Jack enables “incognito” mode in his browser, assuming his actions are now private. He pulls up a site and scrolls past a small link to a privacy policy. Assuming a site with a privacy policy will protect his personal information, Jack clicks on a video.

“What Jack does not know is that incognito mode only ensures his browsing history is not stored on his computer. The sites he visits, as well as any third-party trackers, may observe and record his online actions,” the researchers noted.

These third-parties may even infer Jack’s sexual interests from the URLs of the sites he accesses. They might also use what they have decided about these interests for marketing or building a consumer profile. They may even sell the data.

Jack has no idea these third-party data transfers are occurring as he browses videos.

“His assumption that porn websites will protect his information, along with the reassurance of the ‘incognito’ mode icon on his screen, provide Jack a fundamentally misleading sense of privacy as he consumes porn online,” wrote the researchers.

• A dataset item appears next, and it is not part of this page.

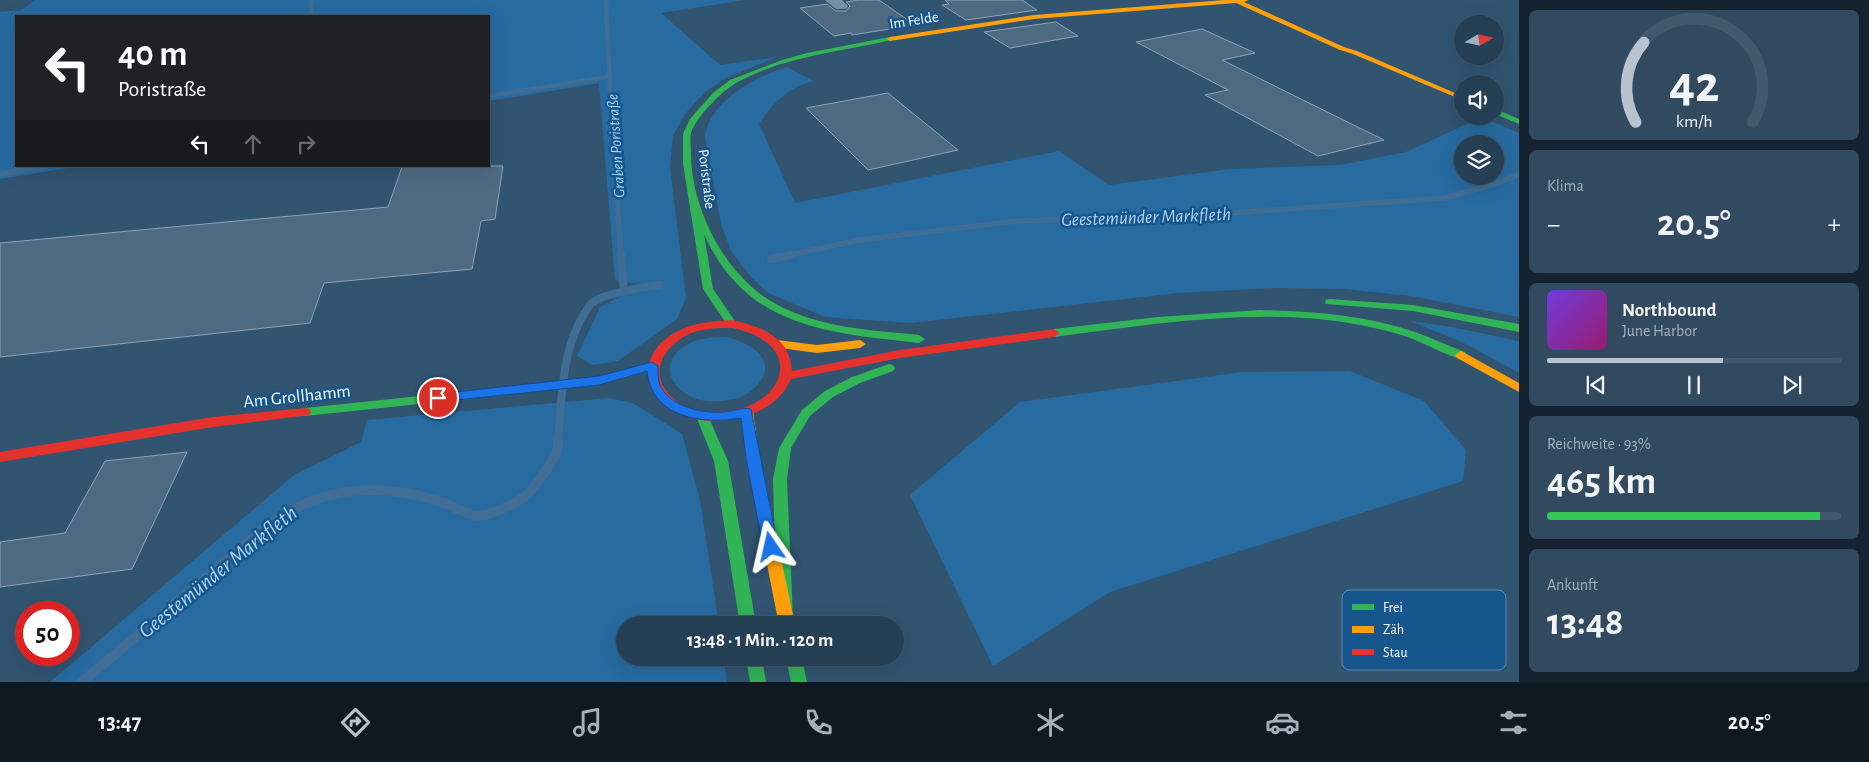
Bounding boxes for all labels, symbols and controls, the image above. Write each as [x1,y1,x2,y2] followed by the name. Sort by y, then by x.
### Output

The above hypothetical scenario occurs frequently in reality and is indicative of the widespread data leakage and tracking that can occur on porn sites, they added.

Also Read: Instagram to Now Alert Violators Before Deleting Accounts

In 2017, Pornhub, one of the largest porn websites, received 28.5 billion visits, with users performing 50,000 searches per second on the site.

Statistics vary as to the amount of overall porn activity on the internet, but a 2017 report indicated porn sites get more visitors each month than Netflix, Amazon, and Twitter combined, and that “30 per cent of all the data transferred across the Internet is porn”, with site YouPorn using six times more bandwidth than Hulu.

“While the findings of this study are far from encouraging, we do believe regulatory intervention may have positive outcomes,” said the researchers. (IANS)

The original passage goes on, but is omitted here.